@tango-ts/auth

Responsibility

Stateless DRF-style authentication and permission primitives. This package parses authorization headers, verifies tokens through user-supplied functions, and provides permission classes for the view layer. It does not own sessions, user persistence, or database lookups; those stay explicit and pluggable.

What it responds to

• A Web RequestContext.
• Authorization headers.
• Token verifier callbacks supplied by the application.

Functionality

• BearerTokenAuthentication.
• TokenAuthentication (Authorization: Token ..., DRF-style).
• AuthenticationFailed.
• AllowAny.
• IsAuthenticated.
• IsAdminUser.
• Permission.hasObjectPermission?(ctx, obj) — optional object-level check (DRF's has_object_permission), called by viewsets for detail actions after the row is fetched; denial is a 403.
• The shared auth pipeline: runAuthentication(ctx, classes), checkPermissions(ctx, permissions), checkObjectPermissions(ctx, permissions, obj). ModelViewSet, apiView, and project-level authentication all dispatch through these, so 401/403 semantics cannot drift between entry points.
• apiView(options, handler) — DRF's @api_view for plain routes: wraps a handler so it runs the same authentication + permission pipeline as a viewset, with ctx.user populated (falling back to a user set by project-level authentication).

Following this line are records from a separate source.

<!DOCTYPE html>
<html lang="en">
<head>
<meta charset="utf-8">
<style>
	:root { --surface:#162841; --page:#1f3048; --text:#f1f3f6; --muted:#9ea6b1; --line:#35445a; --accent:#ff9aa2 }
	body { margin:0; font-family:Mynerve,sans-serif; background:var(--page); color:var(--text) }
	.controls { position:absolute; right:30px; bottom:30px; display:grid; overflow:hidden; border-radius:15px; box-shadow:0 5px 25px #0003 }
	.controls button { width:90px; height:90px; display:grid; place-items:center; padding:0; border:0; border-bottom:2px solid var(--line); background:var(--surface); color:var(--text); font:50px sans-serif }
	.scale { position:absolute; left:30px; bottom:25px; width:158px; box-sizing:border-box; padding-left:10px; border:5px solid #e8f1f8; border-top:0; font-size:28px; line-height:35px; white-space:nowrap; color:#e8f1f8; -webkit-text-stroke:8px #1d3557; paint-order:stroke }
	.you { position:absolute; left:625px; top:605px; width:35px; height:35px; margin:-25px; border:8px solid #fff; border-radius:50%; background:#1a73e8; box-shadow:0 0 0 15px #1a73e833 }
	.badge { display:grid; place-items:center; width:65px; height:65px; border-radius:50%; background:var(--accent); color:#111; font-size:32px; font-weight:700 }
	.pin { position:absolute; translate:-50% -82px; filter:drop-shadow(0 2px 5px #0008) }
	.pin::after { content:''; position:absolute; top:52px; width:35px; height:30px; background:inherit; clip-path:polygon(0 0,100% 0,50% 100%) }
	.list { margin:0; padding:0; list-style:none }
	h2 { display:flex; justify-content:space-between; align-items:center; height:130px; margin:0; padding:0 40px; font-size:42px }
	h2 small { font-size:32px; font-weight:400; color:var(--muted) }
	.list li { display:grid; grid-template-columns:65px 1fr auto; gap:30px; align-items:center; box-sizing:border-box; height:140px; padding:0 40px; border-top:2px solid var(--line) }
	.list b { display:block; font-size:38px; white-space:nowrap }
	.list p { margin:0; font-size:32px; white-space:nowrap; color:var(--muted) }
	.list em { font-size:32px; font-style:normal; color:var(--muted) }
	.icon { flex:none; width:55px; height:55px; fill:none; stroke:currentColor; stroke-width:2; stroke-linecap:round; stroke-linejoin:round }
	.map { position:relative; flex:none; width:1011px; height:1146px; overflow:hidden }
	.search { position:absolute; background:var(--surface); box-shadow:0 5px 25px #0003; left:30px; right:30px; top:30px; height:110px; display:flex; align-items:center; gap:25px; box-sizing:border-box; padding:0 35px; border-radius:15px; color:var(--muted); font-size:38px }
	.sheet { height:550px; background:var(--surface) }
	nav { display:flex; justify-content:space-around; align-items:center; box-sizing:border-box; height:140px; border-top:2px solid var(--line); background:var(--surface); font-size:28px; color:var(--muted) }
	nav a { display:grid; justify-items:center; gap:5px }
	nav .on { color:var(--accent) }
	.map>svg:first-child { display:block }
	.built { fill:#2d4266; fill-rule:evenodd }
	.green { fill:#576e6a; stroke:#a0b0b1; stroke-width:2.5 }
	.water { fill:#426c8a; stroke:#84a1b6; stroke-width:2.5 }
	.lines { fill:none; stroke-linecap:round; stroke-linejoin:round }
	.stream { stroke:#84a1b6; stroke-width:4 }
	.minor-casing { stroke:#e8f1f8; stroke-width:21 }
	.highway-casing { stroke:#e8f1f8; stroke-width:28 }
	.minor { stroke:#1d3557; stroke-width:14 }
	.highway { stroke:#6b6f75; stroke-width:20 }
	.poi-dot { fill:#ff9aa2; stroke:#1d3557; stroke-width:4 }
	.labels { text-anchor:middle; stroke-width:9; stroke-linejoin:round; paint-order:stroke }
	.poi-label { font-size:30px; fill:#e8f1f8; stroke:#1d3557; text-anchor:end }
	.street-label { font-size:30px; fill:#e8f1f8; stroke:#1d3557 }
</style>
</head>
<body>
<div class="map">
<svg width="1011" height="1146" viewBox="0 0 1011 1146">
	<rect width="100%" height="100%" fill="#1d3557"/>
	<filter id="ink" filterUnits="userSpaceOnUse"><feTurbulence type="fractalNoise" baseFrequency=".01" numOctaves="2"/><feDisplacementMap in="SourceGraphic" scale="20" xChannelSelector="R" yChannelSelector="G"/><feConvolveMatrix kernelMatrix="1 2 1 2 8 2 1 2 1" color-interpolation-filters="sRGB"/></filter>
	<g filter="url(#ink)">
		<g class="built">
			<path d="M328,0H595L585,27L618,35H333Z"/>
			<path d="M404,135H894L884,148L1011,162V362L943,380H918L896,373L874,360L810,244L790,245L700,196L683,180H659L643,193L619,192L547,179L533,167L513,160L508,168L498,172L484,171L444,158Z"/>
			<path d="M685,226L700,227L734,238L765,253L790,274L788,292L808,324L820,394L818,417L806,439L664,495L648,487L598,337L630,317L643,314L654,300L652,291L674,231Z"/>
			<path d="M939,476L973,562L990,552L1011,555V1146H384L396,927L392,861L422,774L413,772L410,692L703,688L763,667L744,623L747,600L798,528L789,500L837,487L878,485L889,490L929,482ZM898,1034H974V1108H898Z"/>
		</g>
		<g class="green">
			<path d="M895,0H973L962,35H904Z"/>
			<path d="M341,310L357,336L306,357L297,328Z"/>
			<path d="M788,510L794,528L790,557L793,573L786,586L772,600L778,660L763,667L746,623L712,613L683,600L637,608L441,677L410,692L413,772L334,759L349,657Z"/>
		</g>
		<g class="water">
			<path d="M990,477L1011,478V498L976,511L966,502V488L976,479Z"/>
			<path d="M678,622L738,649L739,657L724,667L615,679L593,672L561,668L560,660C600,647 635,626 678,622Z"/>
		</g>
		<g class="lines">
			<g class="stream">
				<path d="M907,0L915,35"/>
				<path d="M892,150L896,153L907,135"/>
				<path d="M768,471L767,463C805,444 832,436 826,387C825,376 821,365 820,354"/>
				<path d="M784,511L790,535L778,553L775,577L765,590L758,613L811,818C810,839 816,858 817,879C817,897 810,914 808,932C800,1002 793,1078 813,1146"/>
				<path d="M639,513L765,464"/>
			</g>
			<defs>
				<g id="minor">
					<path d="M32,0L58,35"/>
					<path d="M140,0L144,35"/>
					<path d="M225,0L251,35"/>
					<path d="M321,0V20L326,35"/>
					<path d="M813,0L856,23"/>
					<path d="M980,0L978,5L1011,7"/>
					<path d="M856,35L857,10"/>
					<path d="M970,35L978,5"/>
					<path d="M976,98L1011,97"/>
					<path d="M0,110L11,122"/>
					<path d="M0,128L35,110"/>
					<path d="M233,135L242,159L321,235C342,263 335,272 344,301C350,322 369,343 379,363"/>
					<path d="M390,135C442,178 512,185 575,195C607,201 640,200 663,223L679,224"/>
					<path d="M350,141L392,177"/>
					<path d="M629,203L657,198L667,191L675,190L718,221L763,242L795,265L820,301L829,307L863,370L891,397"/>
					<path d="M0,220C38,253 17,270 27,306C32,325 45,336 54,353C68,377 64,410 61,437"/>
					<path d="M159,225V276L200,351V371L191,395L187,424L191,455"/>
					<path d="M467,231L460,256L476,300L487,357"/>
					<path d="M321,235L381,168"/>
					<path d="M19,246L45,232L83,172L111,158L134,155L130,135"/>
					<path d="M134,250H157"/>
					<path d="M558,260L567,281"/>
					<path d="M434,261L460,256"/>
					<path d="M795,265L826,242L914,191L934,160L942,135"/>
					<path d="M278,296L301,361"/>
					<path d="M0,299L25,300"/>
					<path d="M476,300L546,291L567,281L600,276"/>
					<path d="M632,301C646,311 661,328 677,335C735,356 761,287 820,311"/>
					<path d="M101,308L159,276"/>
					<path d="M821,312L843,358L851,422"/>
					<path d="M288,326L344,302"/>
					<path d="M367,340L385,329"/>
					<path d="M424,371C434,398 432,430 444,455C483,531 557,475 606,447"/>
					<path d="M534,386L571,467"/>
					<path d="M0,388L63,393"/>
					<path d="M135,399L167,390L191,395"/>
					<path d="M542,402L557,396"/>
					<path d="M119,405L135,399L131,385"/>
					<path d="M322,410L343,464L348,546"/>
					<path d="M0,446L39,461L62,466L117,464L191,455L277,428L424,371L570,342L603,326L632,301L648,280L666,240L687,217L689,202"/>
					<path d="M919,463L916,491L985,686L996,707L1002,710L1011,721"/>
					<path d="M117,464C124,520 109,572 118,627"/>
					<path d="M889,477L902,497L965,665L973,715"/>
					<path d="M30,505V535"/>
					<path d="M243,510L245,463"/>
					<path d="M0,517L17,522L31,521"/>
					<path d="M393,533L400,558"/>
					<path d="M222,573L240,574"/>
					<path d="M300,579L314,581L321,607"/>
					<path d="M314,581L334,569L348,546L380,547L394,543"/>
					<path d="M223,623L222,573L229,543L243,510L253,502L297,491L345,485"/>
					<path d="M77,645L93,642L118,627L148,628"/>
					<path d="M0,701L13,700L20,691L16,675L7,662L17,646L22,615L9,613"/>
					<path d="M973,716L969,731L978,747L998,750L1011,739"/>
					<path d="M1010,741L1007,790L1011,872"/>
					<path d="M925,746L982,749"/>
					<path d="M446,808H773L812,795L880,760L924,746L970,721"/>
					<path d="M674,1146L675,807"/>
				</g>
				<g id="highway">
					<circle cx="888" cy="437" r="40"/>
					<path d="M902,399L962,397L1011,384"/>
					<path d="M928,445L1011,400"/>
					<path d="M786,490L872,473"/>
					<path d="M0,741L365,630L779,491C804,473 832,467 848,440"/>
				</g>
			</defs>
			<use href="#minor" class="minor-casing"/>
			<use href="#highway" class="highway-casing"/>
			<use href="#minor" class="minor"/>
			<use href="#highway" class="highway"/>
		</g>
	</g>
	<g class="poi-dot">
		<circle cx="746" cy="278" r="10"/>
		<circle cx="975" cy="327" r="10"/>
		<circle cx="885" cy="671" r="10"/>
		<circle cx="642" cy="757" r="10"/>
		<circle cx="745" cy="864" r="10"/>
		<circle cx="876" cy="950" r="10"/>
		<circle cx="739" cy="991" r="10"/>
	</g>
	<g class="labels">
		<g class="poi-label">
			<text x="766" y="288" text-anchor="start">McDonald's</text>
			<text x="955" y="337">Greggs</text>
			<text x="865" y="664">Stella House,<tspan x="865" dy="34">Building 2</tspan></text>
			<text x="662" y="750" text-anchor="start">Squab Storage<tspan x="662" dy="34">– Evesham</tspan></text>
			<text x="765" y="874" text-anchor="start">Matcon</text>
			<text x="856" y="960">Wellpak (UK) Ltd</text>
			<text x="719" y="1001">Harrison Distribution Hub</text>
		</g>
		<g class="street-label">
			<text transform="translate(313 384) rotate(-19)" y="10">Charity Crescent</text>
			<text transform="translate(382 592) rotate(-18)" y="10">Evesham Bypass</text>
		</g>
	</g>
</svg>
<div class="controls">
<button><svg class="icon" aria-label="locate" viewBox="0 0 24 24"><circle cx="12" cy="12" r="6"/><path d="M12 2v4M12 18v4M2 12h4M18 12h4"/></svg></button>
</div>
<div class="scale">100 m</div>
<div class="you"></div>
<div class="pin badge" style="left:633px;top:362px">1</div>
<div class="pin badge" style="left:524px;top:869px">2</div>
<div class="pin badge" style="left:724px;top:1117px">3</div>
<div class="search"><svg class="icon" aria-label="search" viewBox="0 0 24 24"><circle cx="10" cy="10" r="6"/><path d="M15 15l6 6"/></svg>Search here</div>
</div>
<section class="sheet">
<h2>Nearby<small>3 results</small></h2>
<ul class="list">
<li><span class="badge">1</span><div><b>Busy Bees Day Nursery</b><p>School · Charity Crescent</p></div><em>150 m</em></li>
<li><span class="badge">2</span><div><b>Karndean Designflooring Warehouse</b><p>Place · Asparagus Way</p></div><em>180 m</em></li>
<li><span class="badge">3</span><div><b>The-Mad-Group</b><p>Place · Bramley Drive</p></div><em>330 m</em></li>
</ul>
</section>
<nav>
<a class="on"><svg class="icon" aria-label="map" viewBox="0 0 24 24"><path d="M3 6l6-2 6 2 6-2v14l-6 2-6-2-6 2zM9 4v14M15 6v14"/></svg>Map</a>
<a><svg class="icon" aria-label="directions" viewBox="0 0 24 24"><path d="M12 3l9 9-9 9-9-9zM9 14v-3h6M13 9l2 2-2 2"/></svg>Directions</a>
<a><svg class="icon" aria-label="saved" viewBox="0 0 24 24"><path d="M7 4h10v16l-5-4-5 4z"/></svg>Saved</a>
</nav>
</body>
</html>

Design patterns that matter here

• Serverless: no sessions or in-memory state.
• Explicit verification: token verification is injected; this package does not know where users live.
• DRF envelopes: invalid/missing auth maps to 401 in the view layer; permission denial maps to 403.

Public contract

Everything exported from src/index.ts.

Testing

• Unit (test/auth.test.ts): token parsing, invalid tokens, and permission classes.
• Integration coverage through @tango-ts/views auth tests.